I’m in a bit of trouble here and turning to debugging. Remind me to reflect on how this could have been better tested. Maybe there was something that would have made this better. But I’m sure we’re just moments away from good.
OK. As a wild guess, I removed the redundant clearing of DeadAsteroids
from the beginning of drawAsteroids
. Now it works. I just cleared the whole screen and it only took me about an hour because I’m a terrible player.
I think the bug was that the collision finding is done up in Main, split is called from there, split saves the dead guys in DeadAsteroids, but then they don’t get killed because the draw cycle is over and then the next draw cycle emptied the collection. Another fix would have been to call kill at the beginning of the draw loop.
For now, the game runs and it is time to commit: “Kill all asteroids”. Here’s a veiw of how terrible I am. I blame the controls. Or Chet.
Summing Up
I’m tired, let’s sum up. We’re at a decent working point, with code that’s a bit iffy. The main concern I have right now is about the strange intermixing of drawing, moving, and finding collisions. I think we’ll want to split out those functions and decide what order to run them in. I’m assuming that batching them will be OK: I see no reason why not, and it makes sense to me that we’d want a consistent state for everyone’s positions to do our checking.
Beyond that, the code is a bit messy now. I’d clean it up now, but honestly I’m tired and hungry, so it’s unwise to refactor in my experienced and hungry opinion.
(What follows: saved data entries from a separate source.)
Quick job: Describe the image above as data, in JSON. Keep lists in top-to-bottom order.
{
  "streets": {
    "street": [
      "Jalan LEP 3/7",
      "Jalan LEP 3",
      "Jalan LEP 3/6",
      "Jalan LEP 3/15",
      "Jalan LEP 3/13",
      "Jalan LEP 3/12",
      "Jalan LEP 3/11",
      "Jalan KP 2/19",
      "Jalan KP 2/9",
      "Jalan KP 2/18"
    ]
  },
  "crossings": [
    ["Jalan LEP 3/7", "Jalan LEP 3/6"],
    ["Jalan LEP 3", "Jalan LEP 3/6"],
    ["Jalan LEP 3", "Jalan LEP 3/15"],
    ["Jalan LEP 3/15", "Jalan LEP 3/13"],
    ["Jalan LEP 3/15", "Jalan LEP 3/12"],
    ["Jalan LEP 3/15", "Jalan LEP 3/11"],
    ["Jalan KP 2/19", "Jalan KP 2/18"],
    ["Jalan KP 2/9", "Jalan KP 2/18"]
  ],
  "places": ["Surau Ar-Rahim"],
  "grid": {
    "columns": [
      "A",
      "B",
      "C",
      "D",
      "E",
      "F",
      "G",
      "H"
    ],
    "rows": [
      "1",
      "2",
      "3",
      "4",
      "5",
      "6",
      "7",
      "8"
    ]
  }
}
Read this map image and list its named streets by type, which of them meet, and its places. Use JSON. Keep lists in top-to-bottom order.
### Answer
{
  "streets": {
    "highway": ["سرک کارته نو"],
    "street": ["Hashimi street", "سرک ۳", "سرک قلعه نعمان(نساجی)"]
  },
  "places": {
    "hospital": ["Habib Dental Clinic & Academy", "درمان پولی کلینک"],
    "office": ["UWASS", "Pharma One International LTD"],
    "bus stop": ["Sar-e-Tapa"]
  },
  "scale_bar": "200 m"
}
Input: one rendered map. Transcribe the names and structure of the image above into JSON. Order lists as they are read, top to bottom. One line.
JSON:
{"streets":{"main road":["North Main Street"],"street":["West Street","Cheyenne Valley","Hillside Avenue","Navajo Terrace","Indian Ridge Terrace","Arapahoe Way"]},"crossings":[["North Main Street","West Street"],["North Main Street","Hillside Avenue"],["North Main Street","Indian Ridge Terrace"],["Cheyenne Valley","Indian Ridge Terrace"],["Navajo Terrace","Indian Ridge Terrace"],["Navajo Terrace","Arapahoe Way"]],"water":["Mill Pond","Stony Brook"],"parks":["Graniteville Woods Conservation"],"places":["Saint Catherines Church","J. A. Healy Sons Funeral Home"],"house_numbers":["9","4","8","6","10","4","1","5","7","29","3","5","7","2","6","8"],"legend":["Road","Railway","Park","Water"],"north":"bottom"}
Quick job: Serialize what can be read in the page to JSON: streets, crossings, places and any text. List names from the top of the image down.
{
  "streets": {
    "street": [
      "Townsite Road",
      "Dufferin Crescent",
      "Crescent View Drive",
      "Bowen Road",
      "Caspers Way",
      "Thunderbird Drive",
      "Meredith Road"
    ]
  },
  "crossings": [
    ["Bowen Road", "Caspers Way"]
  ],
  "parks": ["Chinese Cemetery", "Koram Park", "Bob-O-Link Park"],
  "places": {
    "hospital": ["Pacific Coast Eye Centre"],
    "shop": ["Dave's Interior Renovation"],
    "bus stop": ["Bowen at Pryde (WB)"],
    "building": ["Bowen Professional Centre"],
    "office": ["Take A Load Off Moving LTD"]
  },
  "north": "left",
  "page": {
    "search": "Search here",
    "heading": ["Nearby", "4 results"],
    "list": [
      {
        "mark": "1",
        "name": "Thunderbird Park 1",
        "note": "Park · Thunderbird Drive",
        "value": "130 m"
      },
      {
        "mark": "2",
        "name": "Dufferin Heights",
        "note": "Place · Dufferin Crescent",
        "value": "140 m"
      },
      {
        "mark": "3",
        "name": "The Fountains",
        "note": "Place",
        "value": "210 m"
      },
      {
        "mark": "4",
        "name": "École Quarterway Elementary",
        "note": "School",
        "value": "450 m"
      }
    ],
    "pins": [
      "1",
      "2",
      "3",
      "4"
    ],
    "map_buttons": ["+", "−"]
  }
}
I’m noticing the asymmetry in the code between our newer object-style Splats and Missiles, and the older procedural Asteroids and Ship.
I foresee one change for sure, and one probable.
I feel sure we should convert the individual Ship and Asteroid code to object classes. I think probably we should consolidate all the collection oriented code into a Universe object, but I’m less sure about that. We have multiple collections now, and to a degree we need them, since we want to compare asteroids with missiles, not with each other. But it would be nice, wouldn’t it, if all the things we had to draw were all in one collection and could just be told to move, draw and such? We’ll have to see how that might be done.
There’s plenty to do, but for now, we have a somewhat playable game.
Fun for me and I hope interesting for you. If not, you should have stopped reading sooner.